Is Resentment Ruining Your Relationship?
Are you Stuck in Resentment? Orlando Marriage and couples counselors at GroundWork Counseling in Maitland state that the statistics are overwhelming – nearly half of all marriages end in divorce. For second marriages, the statistics are even more bleak. Many orlando couples and marriage therapists would agree that most marriages don’t end suddenly; most marriages erode gradually. However the individuals sometimes choose to ignore the warning signs. Problems are swept under the rug instead of addressed, a mental tally is kept on every perceived slight and wrongdoing and resentments begin to build – thus resentment begins to build.
Orlando marriage therapists at GroundWork Counseling assert that addressing built up resentments is a necessary, very important step in relationship counseling. When resentment lives in one or both of the partners, unexpressed emotional pain tends to feed negative feelings that become stronger and stronger the longer they are ignored. The individual may spend hours ruminating on the wrongs their spouse has done to them, mentally keeping a tally of all the slights, indifferences and injustices their partner should or should not have done. They remember a particular situation, and sure enough, up come all the resentful feelings, resulting in getting angry all over again – they begin to feel annoyed by their partner’s mere presence.
Orlando couples and marriage counselors at GroundWork state that getting rid of old resentments isn’t an easy task, it requires commitment to the relationship and a willingness to take personal responsibility for certain actions and behaviors that may have contributed to the issue. GroundWork’s marriage therapist suggests that you write your resentments down so you can discuss them with your partner during the counseling process. This must be done without blame and a sincere willingness to see both sides of the issue. The couple can then discuss what lessons were learned and what part of the relationship needs work with the help of a counselor.

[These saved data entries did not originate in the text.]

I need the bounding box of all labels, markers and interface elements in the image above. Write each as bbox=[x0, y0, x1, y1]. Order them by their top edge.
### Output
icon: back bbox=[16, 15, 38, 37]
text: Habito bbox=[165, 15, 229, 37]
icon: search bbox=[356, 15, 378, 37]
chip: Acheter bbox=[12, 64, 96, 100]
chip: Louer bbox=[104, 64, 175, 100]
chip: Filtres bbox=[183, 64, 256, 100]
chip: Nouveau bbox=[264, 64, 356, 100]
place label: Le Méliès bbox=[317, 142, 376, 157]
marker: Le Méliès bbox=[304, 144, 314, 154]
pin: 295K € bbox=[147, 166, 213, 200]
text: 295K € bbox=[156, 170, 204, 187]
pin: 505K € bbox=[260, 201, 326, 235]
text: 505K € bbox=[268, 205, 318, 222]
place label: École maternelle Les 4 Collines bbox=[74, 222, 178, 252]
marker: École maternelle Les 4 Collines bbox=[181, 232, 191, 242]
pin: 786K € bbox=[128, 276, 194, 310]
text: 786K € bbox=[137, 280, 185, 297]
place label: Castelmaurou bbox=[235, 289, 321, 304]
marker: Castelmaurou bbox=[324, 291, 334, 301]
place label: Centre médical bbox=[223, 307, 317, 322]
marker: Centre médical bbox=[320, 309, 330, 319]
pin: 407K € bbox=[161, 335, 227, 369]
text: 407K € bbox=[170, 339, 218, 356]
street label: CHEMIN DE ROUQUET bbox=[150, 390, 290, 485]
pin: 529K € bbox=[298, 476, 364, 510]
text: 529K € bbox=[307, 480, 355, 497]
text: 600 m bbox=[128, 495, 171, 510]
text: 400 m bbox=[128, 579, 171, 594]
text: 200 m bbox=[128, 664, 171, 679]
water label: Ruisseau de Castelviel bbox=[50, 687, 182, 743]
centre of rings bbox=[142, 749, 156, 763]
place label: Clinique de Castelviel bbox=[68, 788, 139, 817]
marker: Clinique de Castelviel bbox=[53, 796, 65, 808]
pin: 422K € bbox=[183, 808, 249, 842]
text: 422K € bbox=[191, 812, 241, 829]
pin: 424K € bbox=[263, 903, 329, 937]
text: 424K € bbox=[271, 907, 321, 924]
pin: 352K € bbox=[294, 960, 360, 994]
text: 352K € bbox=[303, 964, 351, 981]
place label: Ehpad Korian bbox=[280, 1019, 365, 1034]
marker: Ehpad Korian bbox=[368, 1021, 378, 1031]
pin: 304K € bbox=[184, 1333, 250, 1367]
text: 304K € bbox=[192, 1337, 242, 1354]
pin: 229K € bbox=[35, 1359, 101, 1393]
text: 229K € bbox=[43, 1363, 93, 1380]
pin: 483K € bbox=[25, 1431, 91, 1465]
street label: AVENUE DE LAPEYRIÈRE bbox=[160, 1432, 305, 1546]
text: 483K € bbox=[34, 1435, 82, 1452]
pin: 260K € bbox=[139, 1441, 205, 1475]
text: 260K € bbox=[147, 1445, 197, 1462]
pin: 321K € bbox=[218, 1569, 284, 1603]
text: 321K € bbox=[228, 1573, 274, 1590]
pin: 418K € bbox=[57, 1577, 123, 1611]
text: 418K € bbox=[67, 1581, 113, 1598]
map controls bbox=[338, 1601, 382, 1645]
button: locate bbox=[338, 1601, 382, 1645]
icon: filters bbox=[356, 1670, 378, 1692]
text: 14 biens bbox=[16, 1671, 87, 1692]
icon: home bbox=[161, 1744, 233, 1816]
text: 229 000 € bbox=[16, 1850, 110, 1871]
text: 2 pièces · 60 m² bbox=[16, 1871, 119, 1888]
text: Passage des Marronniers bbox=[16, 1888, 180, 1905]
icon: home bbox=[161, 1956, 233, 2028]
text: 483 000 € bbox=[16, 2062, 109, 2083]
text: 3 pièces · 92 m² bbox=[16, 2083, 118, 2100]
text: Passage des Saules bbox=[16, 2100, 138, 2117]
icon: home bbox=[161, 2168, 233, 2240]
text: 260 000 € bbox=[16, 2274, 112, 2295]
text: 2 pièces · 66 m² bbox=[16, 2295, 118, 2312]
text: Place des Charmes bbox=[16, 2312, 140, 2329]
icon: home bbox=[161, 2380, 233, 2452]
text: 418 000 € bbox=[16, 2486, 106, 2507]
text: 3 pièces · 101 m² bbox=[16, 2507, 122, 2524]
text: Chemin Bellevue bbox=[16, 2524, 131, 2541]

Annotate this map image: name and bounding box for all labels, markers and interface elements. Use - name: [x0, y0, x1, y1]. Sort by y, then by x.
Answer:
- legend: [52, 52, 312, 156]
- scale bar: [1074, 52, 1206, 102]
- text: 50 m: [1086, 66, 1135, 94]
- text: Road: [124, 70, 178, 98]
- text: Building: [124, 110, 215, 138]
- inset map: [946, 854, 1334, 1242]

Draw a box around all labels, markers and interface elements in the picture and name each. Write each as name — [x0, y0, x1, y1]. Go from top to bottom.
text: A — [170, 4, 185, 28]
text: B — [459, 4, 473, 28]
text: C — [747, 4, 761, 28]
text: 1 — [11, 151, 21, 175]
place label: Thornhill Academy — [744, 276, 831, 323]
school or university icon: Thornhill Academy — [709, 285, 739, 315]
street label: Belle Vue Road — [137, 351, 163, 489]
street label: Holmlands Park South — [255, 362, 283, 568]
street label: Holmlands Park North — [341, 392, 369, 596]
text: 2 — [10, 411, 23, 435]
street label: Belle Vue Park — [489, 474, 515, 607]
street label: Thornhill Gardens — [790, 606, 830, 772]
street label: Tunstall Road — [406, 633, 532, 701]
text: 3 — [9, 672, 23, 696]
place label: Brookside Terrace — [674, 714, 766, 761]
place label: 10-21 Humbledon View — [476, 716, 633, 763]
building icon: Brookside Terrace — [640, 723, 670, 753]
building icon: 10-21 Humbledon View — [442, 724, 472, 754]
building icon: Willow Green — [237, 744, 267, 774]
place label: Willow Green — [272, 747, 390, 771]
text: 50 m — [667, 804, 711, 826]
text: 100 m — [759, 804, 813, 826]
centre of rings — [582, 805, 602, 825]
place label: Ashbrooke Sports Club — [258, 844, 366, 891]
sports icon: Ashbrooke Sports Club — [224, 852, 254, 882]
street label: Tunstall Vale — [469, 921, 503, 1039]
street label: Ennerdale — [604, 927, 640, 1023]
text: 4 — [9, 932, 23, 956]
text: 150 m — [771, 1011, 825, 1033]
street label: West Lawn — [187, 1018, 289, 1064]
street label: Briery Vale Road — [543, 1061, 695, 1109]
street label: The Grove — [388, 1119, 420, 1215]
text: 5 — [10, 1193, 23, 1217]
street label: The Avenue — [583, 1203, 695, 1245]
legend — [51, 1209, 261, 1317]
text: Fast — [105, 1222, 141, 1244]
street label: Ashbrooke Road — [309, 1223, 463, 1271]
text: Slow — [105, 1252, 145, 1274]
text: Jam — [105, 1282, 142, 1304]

Letting go of resentment is a process that requires forgiveness. Forgiveness does not imply that you accept a certain behavior (which may have been inexcusable in your eyes), it simply means that you acknowledge that your partner is human (like you) and therefore predisposed to making big mistakes and bad decisions. Research shows that letting go of anger and resentment is effective for reducing anxiety and depression and can lead to better psychological and physical health – not to mention, a better marriage or partnership. By letting go of resentments we allow ourselves to enjoy the present instead of clinging to the past and allowing resentments to ruin relationships. With empathy, kindness and forgiveness, you may finally be able to let go of resentment and allow your marriage to heal – our Orlando Marriage Therapy Counselors can help.